*Work required:* Your response should be every line from the entries that includes the string "Shopping".

[Material provided — start]

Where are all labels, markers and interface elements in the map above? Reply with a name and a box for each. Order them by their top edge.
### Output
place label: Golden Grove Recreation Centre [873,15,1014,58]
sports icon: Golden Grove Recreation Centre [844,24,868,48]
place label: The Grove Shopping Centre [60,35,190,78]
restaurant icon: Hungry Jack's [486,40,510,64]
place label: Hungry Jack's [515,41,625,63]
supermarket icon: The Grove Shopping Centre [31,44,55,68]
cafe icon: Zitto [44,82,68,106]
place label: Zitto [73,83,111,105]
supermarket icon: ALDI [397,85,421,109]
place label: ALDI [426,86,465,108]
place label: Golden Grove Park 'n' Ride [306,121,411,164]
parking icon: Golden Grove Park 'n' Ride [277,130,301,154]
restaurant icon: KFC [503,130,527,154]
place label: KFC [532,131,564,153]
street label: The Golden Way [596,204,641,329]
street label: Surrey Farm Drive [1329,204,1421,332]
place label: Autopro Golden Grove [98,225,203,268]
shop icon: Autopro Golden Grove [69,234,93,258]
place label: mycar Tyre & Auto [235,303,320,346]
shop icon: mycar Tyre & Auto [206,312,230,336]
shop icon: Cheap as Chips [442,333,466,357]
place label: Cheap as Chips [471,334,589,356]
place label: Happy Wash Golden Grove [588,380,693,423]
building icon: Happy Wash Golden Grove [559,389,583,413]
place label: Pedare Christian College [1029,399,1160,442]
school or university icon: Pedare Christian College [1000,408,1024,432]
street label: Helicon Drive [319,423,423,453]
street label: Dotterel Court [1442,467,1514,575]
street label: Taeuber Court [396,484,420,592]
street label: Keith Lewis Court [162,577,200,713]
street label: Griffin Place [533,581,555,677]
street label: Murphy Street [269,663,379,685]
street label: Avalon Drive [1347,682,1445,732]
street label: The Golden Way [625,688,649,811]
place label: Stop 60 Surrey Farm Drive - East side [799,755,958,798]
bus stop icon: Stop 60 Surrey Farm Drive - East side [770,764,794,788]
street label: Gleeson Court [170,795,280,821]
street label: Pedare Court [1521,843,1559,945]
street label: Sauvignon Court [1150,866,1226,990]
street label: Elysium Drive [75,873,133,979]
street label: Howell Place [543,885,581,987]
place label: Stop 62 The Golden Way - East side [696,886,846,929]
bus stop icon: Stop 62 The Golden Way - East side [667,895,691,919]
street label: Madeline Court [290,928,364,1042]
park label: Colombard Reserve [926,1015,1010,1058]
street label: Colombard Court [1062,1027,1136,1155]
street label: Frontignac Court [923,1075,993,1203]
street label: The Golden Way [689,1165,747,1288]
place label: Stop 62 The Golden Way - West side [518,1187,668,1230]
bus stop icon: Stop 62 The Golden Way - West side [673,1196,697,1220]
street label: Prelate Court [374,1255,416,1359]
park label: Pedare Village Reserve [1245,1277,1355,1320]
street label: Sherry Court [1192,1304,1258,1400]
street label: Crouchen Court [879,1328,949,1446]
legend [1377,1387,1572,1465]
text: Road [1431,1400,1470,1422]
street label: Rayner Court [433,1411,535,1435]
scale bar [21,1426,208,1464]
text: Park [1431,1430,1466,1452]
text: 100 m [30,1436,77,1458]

[Material provided — finish]

*Output of the exercise:*
place label: The Grove Shopping Centre [60,35,190,78]
supermarket icon: The Grove Shopping Centre [31,44,55,68]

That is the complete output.